May I have the lines from the one containing "131px,1709px 154px,1685px 175px,1665px" to the end of the entries, returned exactly and with nothing else?

[Records excerpted from a collection]

........

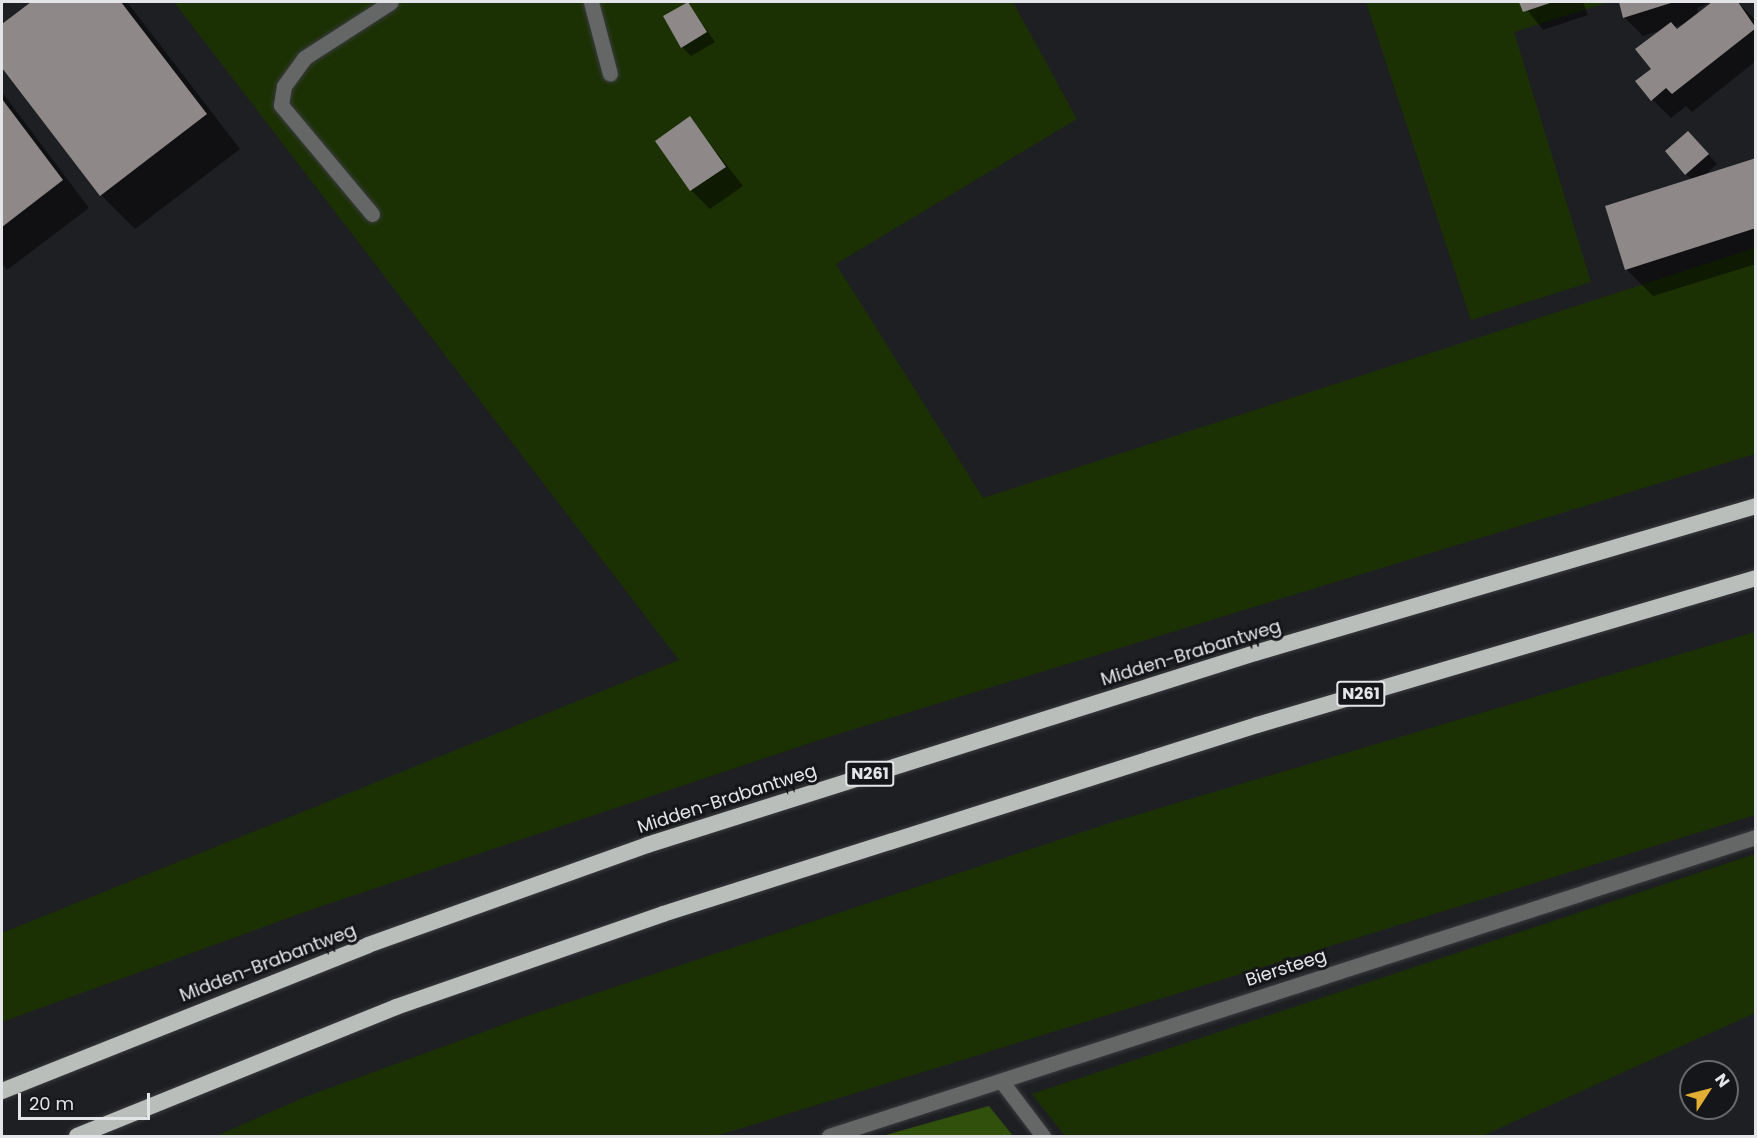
<!DOCTYPE html>
<style>
body{margin:0}
#map{position:relative;width:1757px;height:1138px;overflow:hidden;background:#1e1f23;font-family:Poppins,sans-serif}
div>[style]{position:absolute}
.green>*{inset:0;background:#1b3103}
.forest>*{inset:0;background:#30500c}
.shadow>*{inset:0;background:#0007}
.building>*{inset:0;background:#8e8988}
.roads{filter:drop-shadow(0 0 2px #3a3b3f) drop-shadow(0 0 2px #3a3b3f)}
.service>*{height:15px;margin:-7.5px;padding:0 7.5px;transform-origin:7.5px;border-radius:7.5px;background:#656766}
.minor>*{height:15px;margin:-7.5px;padding:0 7.5px;transform-origin:7.5px;border-radius:7.5px;background:#656766}
.trunk>*{height:16px;margin:-8px;padding:0 8px;transform-origin:8px;border-radius:8px;background:#b9bebb}
span{translate:-50% -50%;white-space:nowrap;text-align:center;line-height:1.15;-webkit-text-stroke:6px #151619;paint-order:stroke}
.shield-label span{padding:2px 4px;background:#151619;border:2px solid;border-radius:4px;-webkit-text-stroke-width:0}
.shield-label{font-size:16px;color:#e4e5e8;font-weight:700}
.street-label{font-size:18px;color:#e4e5e8}
.frame{position:absolute;inset:0;border:3px solid #e4e5e8;pointer-events:none}
.north{position:absolute;left:1679px;top:1060px;width:60px;height:60px;box-sizing:border-box;background:#151619;border:2px solid #68696c;border-radius:50%;rotate:54deg;font-size:16px;font-weight:700;line-height:24px;text-align:center;color:#e4e5e8}
.north::after{content:'';display:block;margin:auto;width:21px;height:27px;background:#e2af34;clip-path:polygon(50% 0,100% 100%,50% 72%,0 100%)}
.scale{position:absolute;left:18px;top:1093px;width:132px;height:27px;box-sizing:border-box;border:3px solid #e4e5e8;border-top:0;padding-left:8px;font-size:18px;line-height:21px;white-space:nowrap;color:#e4e5e8;-webkit-text-stroke:4px #151619;paint-order:stroke}
</style>
<div id="map">
<div class="green">
<div style="clip-path:polygon(174px 2px,1013px 2px,1077px 119px,836px 264px,983px 498px,1755px 248px,1755px 454px,825px 738px,313px 909px,2px 1022px,2px 933px,679px 660px)"></div>
<div style="clip-path:polygon(1366px 2px,1609px 2px,1514px 32px,1591px 282px,1471px 320px)"></div>
<div style="clip-path:polygon(1755px 632px,1755px 815px,716px 1136px,216px 1136px,305px 1097px,527px 1016px,1116px 821px)"></div>
<div style="clip-path:polygon(1755px 854px,1755px 1013px,1482px 1136px,1065px 1136px,1032px 1094px)"></div>
</div>
<div class="forest">
<div style="clip-path:polygon(989px 1106px,1013px 1136px,882px 1136px)"></div>
</div>
<div class="shadow">
<div style="clip-path:polygon(34px 2px,127px 2px,240px 149px,135px 229px,101px 195px,2px 66px,2px 26px)"></div>
<div style="clip-path:polygon(1521px 2px,1583px 2px,1588px 15px,1543px 30px)"></div>
<div style="clip-path:polygon(evenodd,1621px 2px,1711px 2px,1697px 8px,1698px 14px,1715px 2px,1738px 2px,1756px 21px,1756px 61px,1692px 112px,1686px 106px,1671px 118px,1652px 99px,1662px 30px,1643px 36px,1624px 17px,1621px 2px,1689px 22px,1678px 31px,1674px 27px,1689px 22px)"></div>
<div style="clip-path:polygon(688px 3px,715px 42px,691px 56px,682px 47px)"></div>
<div style="clip-path:polygon(2px 92px,89px 208px,7px 270px,2px 264px)"></div>
<div style="clip-path:polygon(690px 118px,743px 186px,710px 209px,691px 190px)"></div>
<div style="clip-path:polygon(1697px 142px,1717px 164px,1702px 177px,1756px 160px,1756px 264px,1653px 296px,1626px 269px,1692px 180px,1686px 174px)"></div>
</div>
<div class="building">
<div style="clip-path:polygon(31px 2px,121px 2px,207px 114px,100px 196px,2px 68px,2px 24px)"></div>
<div style="clip-path:polygon(688px 2px,707px 32px,681px 48px,663px 16px)"></div>
<div style="clip-path:polygon(1519px 2px,1553px 2px,1523px 12px)"></div>
<div style="clip-path:polygon(1619px 2px,1674px 2px,1623px 18px)"></div>
<div style="clip-path:polygon(1712px 2px,1738px 2px,1756px 28px,1672px 94px,1666px 88px,1651px 101px,1635px 81px,1651px 69px,1635px 49px,1671px 22px,1677px 29px)"></div>
<div style="clip-path:polygon(2px 99px,63px 180px,2px 227px)"></div>
<div style="clip-path:polygon(690px 116px,726px 167px,690px 191px,655px 141px)"></div>
<div style="clip-path:polygon(1688px 131px,1709px 154px,1685px 175px,1665px 151px)"></div>
<div style="clip-path:polygon(1756px 158px,1756px 228px,1625px 270px,1605px 206px)"></div>
</div>
<div class="roads">
<div class="service">
<div style="left:591px;top:2px;width:74px;rotate:75.2deg"></div>
<div style="left:372px;top:214px;width:142px;rotate:-129.9deg"></div>
<div style="left:281px;top:105px;width:19px;rotate:-81deg"></div>
<div style="left:284px;top:86px;width:34px;rotate:-54deg"></div>
<div style="left:304px;top:58px;width:103px;rotate:-32.8deg"></div>
<div style="left:1002px;top:1082px;width:68px;rotate:52.8deg"></div>
</div>
<div class="minor">
<div style="left:829px;top:1136px;width:974px;rotate:-17.88deg"></div>
</div>
<div class="trunk">
<div style="left:2px;top:1091px;width:394px;rotate:-21.7deg"></div>
<div style="left:368px;top:945px;width:296px;rotate:-19.7deg"></div>
<div style="left:647px;top:845px;width:638px;rotate:-17.53deg"></div>
<div style="left:1255px;top:653px;width:522px;rotate:-16.35deg"></div>
<div style="left:77px;top:1136px;width:344px;rotate:-22deg"></div>
<div style="left:396px;top:1007px;width:283px;rotate:-19.2deg"></div>
<div style="left:663px;top:914px;width:623px;rotate:-17.65deg"></div>
<div style="left:1257px;top:725px;width:520px;rotate:-16.41deg"></div>
</div>
</div>
<div class="shield-label">
<span style="left:1361px;top:694px">N261</span>
<span style="left:870px;top:774px">N261</span>
</div>
<div class="street-label">
<span style="left:1191px;top:653px;rotate:-17deg">Midden-Brabantweg</span>
<span style="left:727px;top:799px;rotate:-18deg">Midden-Brabantweg</span>
<span style="left:268px;top:963px;rotate:-21deg">Midden-Brabantweg</span>
<span style="left:1286px;top:968px;rotate:-18deg">Biersteeg</span>
</div>
<div class="frame"></div>
<div class="north">N</div>
<div class="scale">20 m</div>
</div>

........

◆ Your solution:
<div style="clip-path:polygon(1688px 131px,1709px 154px,1685px 175px,1665px 151px)"></div>
<div style="clip-path:polygon(1756px 158px,1756px 228px,1625px 270px,1605px 206px)"></div>
</div>
<div class="roads">
<div class="service">
<div style="left:591px;top:2px;width:74px;rotate:75.2deg"></div>
<div style="left:372px;top:214px;width:142px;rotate:-129.9deg"></div>
<div style="left:281px;top:105px;width:19px;rotate:-81deg"></div>
<div style="left:284px;top:86px;width:34px;rotate:-54deg"></div>
<div style="left:304px;top:58px;width:103px;rotate:-32.8deg"></div>
<div style="left:1002px;top:1082px;width:68px;rotate:52.8deg"></div>
</div>
<div class="minor">
<div style="left:829px;top:1136px;width:974px;rotate:-17.88deg"></div>
</div>
<div class="trunk">
<div style="left:2px;top:1091px;width:394px;rotate:-21.7deg"></div>
<div style="left:368px;top:945px;width:296px;rotate:-19.7deg"></div>
<div style="left:647px;top:845px;width:638px;rotate:-17.53deg"></div>
<div style="left:1255px;top:653px;width:522px;rotate:-16.35deg"></div>
<div style="left:77px;top:1136px;width:344px;rotate:-22deg"></div>
<div style="left:396px;top:1007px;width:283px;rotate:-19.2deg"></div>
<div style="left:663px;top:914px;width:623px;rotate:-17.65deg"></div>
<div style="left:1257px;top:725px;width:520px;rotate:-16.41deg"></div>
</div>
</div>
<div class="shield-label">
<span style="left:1361px;top:694px">N261</span>
<span style="left:870px;top:774px">N261</span>
</div>
<div class="street-label">
<span style="left:1191px;top:653px;rotate:-17deg">Midden-Brabantweg</span>
<span style="left:727px;top:799px;rotate:-18deg">Midden-Brabantweg</span>
<span style="left:268px;top:963px;rotate:-21deg">Midden-Brabantweg</span>
<span style="left:1286px;top:968px;rotate:-18deg">Biersteeg</span>
</div>
<div class="frame"></div>
<div class="north">N</div>
<div class="scale">20 m</div>
</div>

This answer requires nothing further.